Newsletter: March 2006
Story of Gildan Challenging China
Since China joined the WTO in 2001, it has been accepted wisdom that low-priced Chinese labour will undercut western manufacturers, driving them toward extinction. The rule is, you cannot beat the China Price.
Consider the case of Gildan Activewear Inc., a Montreal-based company competing in an industry that many assumed would be dominated by Chinese manufacturers. Gildan makes T-shirts. In 2005, it manufactured almost 400 million of the things. Textiles is labour-intensive industry. How could a company headquartered in Montreal ever survive?
Predictions of Gildan's extinction, however, have proven to be more than a little premature. The company is doing quite well in the face of the China threat.
Benchmark Global Clothing Price
The textile-and-clothing sector is a big part of the global flow of goods, accounting for some 7% of the total value of goods traded around the world.
Gildan had begun mapping out a defence to the end of quotas nearly six years ago. The company sent a team of employees around the world to study the global price of clothing. The economic emissaries returned with a wealth of data that executives used to determine the benchmark prices Gildan would have to achieve to stay in business as a global producer. In other words, they figured out what was going to be the new price of a cotton T-shirt, and then they developed a corporate strategy based on that price.

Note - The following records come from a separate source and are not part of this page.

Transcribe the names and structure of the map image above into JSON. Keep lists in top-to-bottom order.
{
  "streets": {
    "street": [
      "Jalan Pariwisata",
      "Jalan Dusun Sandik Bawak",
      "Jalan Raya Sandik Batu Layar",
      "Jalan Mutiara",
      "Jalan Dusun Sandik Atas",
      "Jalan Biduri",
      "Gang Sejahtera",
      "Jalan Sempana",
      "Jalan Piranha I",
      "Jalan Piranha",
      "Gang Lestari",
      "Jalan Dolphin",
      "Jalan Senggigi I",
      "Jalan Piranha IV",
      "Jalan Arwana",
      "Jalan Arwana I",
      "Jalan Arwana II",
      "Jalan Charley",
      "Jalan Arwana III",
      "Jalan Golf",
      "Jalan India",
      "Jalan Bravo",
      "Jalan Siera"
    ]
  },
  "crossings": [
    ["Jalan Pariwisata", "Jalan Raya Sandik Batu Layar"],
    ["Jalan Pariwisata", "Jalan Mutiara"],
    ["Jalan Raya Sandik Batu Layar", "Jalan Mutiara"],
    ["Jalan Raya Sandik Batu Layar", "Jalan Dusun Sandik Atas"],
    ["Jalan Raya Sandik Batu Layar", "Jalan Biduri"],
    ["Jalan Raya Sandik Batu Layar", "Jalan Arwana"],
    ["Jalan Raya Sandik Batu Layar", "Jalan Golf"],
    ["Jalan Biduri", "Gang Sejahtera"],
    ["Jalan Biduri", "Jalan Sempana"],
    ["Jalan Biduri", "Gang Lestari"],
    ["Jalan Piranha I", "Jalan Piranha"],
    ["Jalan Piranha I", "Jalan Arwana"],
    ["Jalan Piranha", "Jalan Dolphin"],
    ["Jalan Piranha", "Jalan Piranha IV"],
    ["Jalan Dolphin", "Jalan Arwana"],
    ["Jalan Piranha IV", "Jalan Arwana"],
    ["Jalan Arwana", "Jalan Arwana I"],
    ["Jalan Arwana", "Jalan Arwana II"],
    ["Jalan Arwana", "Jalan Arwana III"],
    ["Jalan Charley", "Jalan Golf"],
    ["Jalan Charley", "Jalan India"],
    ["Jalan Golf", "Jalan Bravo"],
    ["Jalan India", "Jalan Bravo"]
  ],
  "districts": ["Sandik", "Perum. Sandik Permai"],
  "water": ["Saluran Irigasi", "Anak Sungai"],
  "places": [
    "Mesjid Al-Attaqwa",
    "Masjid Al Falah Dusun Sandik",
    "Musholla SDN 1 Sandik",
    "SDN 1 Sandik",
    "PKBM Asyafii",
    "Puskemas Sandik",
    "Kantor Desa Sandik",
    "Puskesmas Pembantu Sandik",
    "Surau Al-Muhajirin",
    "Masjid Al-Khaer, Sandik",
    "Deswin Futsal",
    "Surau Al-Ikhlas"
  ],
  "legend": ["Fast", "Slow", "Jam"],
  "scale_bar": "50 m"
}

"The first thing we did from Day 1 was to make sure that we benchmarked ourselves against the global market," says Glenn Chamandy, the CEO of Gildan. "We said, 'This is where we need to set our selling price,' and every year from then on we started declining our selling prices in anticipation of getting ready for more of a global market. A lot of our typical North American competitors were dissatisfied with us, but we weren't viewing them as price setters anymore. We were looking at the foreign competitors."
Based in Canada, Gildan's executives realized that if the company was going to be successful, it was going to have to reduce costs--by going offshore.
It did that in 1998 by relocating some of its sewing facilities to Honduras, followed by Mexico, Haiti and Nicaragua. Gildan also built massive state-of-the-art textile processing facilities in Honduras and the Dominican Republic starting in 2001. The company employs some 10,000 workers, most of them sewers, but also local managers who oversee the operation of each hub, which produces some 375 million garments a year. (The company's facility in Honduras is the largest such operation in the world.) Wages in Gildan's factories are still higher than those paid in Chinese factories: the average wage of a garment worker in Honduras is about $100 a week--four times what a Chinese worker makes. But the combination of still relatively low wages and advanced technology has allowed Gildan to lower its price per shirt to below that of Chinese manufacturers. "Today, if you look at our basic wholesale product--a white 100% cotton heavyweight T-shirt--we're selling it for just over a dollar," says Chamandy. "The costs for a similar landed product from China today would be 10% to 15% higher."
Take Advantage of Trade Pacts
But it's not just inexpensive labour and advanced technology that have allowed Gildan to beat the Chinese on cost. Also important for the company has been a close reading of the mass of bilateral and regional trade agreements. By strategically locating its production facilities in certain jurisdictions, Gildan has been able to ensure that it can ship duty-free anywhere into North America, the EU countries and Australia.
Today retailers don't like to hold stock. Inventory is expensive, and it takes up time and labour. As a result, retailers have pushed that responsibility onto suppliers. The supplier who can deliver it closest to that date and at the right price is the one who gets the contract. Proximity to the U.S. market is an important advantage for Gildan.
In fact, shipping from China adds about 75¢ to every dozen shirts. To fulfill the requirement for fast response, Gildan has built a network of distribution centres in each of its markets, allowing it to quickly fill client orders. The company has vendor management inventory systems that can ship to customers in 24 hours from the time they place their order. "Our cycle time from offshore is three weeks; from China it's three months in a container," notes the company. That fast response time is the company's secret weapon : "Low labour costs are no longer sufficient to ensure competitiveness in a quota-free market. You have to be close to your end user, and you have to have a good logistics pipeline. Lead time is more important than labour cost."
A western manufacturer beating the Chinese competition, in one of the most labour-intensive industries on earth, at a time when regulatory barriers have just been pulled down? It can't be done--except, of course, when it is. In fact, by selling to Australia, where Gildan's market share has been ramping up, the company is now competing in China's own backyard. It's a complete reversal. Gildan--in "something of a show of bravado"--has actually contemplated exporting to China.